* _What you are asked to do_
Starting at the first line of the data below, write out each line exactly until you reach the line containing "2px #514057) drop-shadow(0", and include that line too.
——————————
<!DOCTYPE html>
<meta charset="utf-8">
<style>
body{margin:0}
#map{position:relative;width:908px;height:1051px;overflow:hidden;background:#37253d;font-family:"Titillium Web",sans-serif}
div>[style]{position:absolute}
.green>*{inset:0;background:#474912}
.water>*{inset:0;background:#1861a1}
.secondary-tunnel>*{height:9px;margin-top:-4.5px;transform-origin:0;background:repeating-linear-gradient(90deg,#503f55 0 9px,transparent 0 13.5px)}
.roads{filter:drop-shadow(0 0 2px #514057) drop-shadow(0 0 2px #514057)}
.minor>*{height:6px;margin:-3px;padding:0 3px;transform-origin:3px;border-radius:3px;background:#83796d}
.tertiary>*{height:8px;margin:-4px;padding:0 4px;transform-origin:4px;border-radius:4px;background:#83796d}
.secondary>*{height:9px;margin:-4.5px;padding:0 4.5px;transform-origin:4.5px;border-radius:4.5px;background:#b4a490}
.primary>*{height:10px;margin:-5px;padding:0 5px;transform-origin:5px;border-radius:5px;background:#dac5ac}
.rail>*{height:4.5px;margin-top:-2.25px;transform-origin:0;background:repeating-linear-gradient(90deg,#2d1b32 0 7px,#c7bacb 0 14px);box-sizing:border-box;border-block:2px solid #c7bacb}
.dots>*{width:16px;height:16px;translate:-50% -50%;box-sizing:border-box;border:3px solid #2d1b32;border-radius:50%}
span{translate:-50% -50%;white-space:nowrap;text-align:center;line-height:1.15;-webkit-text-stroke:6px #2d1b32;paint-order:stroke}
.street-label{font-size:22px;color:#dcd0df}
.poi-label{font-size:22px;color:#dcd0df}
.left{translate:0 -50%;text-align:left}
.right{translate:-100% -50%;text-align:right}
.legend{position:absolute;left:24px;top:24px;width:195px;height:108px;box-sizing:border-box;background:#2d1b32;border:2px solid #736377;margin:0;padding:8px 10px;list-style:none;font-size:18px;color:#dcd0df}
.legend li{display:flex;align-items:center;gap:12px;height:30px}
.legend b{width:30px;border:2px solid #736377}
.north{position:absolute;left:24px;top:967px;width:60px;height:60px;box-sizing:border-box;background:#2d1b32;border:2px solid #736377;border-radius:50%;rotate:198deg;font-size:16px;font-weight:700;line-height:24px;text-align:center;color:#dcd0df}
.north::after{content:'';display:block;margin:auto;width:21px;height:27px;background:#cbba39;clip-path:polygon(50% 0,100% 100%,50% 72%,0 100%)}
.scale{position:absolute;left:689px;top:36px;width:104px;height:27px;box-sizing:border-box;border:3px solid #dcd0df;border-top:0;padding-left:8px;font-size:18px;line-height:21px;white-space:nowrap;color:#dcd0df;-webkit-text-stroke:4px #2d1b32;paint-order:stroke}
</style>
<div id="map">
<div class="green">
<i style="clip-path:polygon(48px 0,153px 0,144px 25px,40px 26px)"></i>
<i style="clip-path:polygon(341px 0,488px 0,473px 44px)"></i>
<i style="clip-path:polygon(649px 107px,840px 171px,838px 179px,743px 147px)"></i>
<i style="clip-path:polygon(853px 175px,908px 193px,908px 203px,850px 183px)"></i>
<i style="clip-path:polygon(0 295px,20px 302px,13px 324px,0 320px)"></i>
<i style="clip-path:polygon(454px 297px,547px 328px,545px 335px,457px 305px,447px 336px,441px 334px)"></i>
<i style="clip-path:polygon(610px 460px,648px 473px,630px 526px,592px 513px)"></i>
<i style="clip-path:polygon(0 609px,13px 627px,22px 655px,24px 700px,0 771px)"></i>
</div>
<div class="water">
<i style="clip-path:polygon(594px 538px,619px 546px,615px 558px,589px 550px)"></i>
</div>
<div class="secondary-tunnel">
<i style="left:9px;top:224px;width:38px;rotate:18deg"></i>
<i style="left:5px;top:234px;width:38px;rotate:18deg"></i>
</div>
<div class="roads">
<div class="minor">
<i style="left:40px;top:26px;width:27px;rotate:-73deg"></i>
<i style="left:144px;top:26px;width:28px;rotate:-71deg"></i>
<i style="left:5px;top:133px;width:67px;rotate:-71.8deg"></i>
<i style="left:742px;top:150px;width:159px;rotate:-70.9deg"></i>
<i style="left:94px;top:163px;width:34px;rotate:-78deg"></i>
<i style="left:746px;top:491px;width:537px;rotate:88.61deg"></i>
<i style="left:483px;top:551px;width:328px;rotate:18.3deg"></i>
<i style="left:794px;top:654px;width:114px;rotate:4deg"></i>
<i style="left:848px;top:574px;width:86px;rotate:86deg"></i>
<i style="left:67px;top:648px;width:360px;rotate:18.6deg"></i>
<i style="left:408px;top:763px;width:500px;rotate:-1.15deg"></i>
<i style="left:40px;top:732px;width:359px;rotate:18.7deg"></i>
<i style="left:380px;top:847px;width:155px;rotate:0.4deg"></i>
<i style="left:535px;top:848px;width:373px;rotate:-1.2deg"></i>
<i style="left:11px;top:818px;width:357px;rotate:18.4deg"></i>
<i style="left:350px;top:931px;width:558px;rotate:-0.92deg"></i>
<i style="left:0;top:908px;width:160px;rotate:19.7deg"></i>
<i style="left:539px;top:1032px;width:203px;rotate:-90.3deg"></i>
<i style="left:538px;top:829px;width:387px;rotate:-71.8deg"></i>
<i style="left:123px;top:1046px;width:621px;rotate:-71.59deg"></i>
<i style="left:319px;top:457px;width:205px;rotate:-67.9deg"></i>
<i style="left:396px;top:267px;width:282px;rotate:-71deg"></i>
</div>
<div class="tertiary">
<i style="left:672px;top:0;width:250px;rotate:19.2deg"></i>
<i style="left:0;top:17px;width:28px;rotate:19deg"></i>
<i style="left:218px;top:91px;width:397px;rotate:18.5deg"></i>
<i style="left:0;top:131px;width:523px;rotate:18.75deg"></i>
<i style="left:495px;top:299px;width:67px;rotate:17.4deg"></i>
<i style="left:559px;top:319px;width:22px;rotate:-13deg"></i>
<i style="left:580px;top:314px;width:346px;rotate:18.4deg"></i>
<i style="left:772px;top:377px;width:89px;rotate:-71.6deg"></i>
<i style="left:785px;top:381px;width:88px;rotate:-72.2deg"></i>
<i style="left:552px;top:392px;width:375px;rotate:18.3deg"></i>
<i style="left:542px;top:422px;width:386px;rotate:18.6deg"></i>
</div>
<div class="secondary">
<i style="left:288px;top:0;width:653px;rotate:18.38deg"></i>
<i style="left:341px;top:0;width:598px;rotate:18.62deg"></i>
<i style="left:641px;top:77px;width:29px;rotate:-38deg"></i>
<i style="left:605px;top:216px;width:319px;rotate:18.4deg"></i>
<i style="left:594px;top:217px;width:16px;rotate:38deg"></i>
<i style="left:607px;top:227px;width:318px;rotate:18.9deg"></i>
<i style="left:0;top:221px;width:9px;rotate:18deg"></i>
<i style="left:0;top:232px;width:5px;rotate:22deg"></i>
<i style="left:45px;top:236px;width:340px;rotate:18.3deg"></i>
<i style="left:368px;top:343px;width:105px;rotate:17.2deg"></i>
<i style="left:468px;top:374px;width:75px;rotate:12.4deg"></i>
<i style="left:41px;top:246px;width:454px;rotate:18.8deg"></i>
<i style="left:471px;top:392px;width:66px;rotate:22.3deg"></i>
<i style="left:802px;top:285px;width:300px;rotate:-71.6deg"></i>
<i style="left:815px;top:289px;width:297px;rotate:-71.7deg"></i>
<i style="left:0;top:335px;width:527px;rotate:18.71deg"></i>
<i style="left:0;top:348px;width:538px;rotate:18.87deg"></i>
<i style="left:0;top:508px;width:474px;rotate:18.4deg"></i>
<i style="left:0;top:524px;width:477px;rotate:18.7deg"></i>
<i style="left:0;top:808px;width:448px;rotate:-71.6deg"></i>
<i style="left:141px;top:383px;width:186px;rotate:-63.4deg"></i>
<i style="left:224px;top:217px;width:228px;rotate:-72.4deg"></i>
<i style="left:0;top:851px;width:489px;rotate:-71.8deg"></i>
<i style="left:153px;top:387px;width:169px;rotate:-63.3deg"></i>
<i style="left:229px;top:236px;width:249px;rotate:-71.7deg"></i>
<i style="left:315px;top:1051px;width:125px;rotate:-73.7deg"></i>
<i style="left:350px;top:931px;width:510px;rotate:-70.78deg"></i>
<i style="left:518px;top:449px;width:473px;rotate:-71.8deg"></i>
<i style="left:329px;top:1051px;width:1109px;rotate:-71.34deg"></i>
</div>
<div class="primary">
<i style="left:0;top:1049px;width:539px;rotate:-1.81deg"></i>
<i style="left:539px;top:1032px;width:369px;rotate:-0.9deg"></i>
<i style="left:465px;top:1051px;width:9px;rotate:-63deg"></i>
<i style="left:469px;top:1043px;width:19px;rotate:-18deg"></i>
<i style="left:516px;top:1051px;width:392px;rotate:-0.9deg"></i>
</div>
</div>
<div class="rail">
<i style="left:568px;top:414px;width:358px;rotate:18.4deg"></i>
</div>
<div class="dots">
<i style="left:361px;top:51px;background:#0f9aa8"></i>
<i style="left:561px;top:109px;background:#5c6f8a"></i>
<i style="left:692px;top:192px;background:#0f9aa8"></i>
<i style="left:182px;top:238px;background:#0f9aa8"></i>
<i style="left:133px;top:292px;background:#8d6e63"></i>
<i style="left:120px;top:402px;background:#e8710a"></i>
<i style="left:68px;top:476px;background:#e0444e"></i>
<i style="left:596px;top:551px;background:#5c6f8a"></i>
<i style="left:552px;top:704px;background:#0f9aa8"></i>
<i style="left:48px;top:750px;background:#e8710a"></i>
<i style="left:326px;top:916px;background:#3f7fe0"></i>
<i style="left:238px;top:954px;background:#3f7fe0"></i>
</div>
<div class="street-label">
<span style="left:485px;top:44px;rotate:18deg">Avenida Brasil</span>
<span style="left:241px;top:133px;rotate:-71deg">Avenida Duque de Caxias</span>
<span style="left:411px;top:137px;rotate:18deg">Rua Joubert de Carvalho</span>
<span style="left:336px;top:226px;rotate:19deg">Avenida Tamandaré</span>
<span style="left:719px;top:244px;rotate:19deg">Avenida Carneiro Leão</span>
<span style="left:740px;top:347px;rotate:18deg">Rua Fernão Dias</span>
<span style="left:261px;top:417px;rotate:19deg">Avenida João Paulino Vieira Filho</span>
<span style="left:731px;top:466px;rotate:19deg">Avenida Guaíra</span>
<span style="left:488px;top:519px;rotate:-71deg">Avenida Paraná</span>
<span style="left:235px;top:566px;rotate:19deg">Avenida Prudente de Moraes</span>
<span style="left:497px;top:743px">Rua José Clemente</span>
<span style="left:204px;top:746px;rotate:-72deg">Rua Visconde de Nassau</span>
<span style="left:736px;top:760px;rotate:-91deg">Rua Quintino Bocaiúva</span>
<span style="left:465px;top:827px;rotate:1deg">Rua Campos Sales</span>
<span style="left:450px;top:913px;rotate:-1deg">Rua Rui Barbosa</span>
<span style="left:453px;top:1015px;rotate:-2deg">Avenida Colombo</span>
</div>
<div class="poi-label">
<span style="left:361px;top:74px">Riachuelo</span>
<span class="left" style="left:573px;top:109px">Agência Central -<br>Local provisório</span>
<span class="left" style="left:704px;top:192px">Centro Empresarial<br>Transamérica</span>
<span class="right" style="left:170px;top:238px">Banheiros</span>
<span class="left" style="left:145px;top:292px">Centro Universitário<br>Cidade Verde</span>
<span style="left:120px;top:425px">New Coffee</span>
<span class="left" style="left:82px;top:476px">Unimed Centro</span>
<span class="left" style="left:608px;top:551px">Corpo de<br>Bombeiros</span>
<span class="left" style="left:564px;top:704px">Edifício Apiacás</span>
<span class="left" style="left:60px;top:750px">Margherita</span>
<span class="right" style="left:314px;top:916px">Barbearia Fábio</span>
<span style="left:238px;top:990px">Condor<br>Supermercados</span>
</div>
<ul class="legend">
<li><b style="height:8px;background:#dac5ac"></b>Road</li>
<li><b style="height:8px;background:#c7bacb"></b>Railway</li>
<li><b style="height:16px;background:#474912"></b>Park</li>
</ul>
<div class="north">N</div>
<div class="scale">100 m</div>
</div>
——————————
* _Result of the exercise_
<!DOCTYPE html>
<meta charset="utf-8">
<style>
body{margin:0}
#map{position:relative;width:908px;height:1051px;overflow:hidden;background:#37253d;font-family:"Titillium Web",sans-serif}
div>[style]{position:absolute}
.green>*{inset:0;background:#474912}
.water>*{inset:0;background:#1861a1}
.secondary-tunnel>*{height:9px;margin-top:-4.5px;transform-origin:0;background:repeating-linear-gradient(90deg,#503f55 0 9px,transparent 0 13.5px)}
.roads{filter:drop-shadow(0 0 2px #514057) drop-shadow(0 0 2px #514057)}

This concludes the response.